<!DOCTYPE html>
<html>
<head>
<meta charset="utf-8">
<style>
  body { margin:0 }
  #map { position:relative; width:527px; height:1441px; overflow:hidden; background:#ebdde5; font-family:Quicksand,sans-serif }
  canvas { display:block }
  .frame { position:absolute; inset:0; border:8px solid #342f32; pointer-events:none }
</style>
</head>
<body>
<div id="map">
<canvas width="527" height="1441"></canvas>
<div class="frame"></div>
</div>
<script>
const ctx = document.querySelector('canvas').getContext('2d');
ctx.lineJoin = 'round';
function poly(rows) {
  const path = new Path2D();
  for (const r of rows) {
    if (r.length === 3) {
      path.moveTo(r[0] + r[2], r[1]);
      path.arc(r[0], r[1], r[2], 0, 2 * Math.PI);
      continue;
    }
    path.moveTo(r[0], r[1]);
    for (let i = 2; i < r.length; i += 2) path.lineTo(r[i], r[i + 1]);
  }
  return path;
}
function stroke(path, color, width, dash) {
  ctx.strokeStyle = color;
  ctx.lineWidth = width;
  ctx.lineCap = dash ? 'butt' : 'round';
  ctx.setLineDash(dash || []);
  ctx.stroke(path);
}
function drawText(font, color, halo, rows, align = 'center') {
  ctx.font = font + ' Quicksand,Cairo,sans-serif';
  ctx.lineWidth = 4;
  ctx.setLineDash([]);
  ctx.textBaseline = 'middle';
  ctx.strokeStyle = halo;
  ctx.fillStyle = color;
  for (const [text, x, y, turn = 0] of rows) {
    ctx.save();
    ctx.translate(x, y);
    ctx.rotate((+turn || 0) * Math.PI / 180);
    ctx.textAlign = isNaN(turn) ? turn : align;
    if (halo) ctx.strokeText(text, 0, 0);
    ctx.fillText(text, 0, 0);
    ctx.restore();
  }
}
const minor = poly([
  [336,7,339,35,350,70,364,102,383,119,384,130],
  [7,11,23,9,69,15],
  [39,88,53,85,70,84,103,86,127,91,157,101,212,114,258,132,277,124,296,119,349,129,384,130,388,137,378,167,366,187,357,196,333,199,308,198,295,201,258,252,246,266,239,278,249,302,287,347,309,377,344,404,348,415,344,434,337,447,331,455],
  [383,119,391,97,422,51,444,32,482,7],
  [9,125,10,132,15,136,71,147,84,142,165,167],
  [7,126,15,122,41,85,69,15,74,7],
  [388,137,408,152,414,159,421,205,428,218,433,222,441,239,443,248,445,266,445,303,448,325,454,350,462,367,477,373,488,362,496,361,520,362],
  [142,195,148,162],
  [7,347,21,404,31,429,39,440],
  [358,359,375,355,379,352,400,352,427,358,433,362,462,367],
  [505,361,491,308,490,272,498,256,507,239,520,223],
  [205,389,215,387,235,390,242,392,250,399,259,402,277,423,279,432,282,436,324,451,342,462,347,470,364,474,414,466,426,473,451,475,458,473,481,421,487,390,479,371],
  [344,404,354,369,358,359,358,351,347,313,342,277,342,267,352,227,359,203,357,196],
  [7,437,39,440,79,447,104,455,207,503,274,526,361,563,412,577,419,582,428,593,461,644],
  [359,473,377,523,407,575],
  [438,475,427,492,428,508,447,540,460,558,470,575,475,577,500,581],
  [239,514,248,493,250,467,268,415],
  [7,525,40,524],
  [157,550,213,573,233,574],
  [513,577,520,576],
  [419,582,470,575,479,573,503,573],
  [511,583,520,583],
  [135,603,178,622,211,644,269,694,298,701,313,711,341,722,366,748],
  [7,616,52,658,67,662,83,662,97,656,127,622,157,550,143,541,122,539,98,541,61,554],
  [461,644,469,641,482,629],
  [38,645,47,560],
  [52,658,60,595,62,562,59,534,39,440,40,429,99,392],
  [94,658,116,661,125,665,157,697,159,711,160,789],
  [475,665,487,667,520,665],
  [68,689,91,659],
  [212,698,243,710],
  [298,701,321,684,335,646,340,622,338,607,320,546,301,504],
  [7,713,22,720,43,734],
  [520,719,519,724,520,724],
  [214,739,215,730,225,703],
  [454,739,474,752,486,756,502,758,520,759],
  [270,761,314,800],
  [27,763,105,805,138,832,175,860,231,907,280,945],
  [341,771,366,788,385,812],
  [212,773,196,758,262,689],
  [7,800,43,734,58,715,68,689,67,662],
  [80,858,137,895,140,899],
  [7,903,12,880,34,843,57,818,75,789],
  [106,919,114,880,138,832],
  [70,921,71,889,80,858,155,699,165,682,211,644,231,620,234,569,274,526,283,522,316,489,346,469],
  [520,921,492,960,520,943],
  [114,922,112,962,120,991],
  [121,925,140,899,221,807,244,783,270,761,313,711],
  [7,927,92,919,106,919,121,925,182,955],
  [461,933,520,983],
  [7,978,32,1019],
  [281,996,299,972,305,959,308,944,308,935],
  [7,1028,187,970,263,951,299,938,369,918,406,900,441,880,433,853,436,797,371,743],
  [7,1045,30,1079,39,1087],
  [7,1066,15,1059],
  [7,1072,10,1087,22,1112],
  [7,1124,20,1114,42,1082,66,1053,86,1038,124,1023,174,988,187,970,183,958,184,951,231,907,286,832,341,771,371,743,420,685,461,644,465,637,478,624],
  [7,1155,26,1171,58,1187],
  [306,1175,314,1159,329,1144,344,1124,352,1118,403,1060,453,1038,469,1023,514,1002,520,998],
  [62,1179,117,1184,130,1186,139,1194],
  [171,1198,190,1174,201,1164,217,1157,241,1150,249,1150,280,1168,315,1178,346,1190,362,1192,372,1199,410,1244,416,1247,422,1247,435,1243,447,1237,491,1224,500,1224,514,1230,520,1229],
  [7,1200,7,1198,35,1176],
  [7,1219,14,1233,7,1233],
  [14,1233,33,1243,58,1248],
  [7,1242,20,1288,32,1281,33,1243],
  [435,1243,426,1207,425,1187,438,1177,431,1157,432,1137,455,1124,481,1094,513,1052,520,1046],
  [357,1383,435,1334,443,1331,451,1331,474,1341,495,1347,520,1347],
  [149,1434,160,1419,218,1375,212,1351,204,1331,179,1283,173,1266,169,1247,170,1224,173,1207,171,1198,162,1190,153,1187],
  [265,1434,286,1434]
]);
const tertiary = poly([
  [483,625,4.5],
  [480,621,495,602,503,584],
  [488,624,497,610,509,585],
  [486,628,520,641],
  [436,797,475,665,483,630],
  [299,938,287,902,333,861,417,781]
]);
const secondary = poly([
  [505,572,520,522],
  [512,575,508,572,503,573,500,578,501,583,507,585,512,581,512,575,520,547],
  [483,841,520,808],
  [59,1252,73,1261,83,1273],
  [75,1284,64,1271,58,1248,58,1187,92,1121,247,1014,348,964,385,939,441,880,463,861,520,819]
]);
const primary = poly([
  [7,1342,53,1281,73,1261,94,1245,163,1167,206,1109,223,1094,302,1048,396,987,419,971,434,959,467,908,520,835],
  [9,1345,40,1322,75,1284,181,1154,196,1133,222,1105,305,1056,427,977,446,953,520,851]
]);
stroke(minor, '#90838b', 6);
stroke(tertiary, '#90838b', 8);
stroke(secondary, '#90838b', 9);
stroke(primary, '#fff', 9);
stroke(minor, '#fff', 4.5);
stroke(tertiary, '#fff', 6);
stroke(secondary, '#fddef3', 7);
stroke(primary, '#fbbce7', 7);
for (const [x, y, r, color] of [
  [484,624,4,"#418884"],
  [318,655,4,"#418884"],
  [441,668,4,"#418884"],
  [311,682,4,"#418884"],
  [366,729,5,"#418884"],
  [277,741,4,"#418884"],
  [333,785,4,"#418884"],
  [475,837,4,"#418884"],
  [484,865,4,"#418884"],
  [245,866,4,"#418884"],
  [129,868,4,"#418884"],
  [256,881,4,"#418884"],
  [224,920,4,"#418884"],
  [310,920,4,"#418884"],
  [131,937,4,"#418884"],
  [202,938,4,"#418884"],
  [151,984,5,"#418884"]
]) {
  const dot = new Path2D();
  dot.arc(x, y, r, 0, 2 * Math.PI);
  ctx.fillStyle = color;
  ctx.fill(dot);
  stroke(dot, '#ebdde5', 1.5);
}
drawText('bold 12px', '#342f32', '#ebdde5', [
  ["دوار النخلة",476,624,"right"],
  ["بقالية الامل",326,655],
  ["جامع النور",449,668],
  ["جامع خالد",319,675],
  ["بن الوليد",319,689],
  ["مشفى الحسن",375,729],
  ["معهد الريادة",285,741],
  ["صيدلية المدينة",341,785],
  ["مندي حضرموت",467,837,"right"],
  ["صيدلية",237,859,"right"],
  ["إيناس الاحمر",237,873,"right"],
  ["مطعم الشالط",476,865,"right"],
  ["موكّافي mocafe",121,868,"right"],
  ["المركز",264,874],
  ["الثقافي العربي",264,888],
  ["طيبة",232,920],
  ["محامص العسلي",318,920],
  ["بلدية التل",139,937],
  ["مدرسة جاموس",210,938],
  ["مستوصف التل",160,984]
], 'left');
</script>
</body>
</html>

***

(The problem) Once the line containing "ctx.setLineDash([]);" has been set down, nothing more is wanted; set down each line of the listing above up to it exactly, starting with the first.

(Task output)
<!DOCTYPE html>
<html>
<head>
<meta charset="utf-8">
<style>
  body { margin:0 }
  #map { position:relative; width:527px; height:1441px; overflow:hidden; background:#ebdde5; font-family:Quicksand,sans-serif }
  canvas { display:block }
  .frame { position:absolute; inset:0; border:8px solid #342f32; pointer-events:none }
</style>
</head>
<body>
<div id="map">
<canvas width="527" height="1441"></canvas>
<div class="frame"></div>
</div>
<script>
const ctx = document.querySelector('canvas').getContext('2d');
ctx.lineJoin = 'round';
function poly(rows) {
  const path = new Path2D();
  for (const r of rows) {
    if (r.length === 3) {
      path.moveTo(r[0] + r[2], r[1]);
      path.arc(r[0], r[1], r[2], 0, 2 * Math.PI);
      continue;
    }
    path.moveTo(r[0], r[1]);
    for (let i = 2; i < r.length; i += 2) path.lineTo(r[i], r[i + 1]);
  }
  return path;
}
function stroke(path, color, width, dash) {
  ctx.strokeStyle = color;
  ctx.lineWidth = width;
  ctx.lineCap = dash ? 'butt' : 'round';
  ctx.setLineDash(dash || []);
  ctx.stroke(path);
}
function drawText(font, color, halo, rows, align = 'center') {
  ctx.font = font + ' Quicksand,Cairo,sans-serif';
  ctx.lineWidth = 4;
  ctx.setLineDash([]);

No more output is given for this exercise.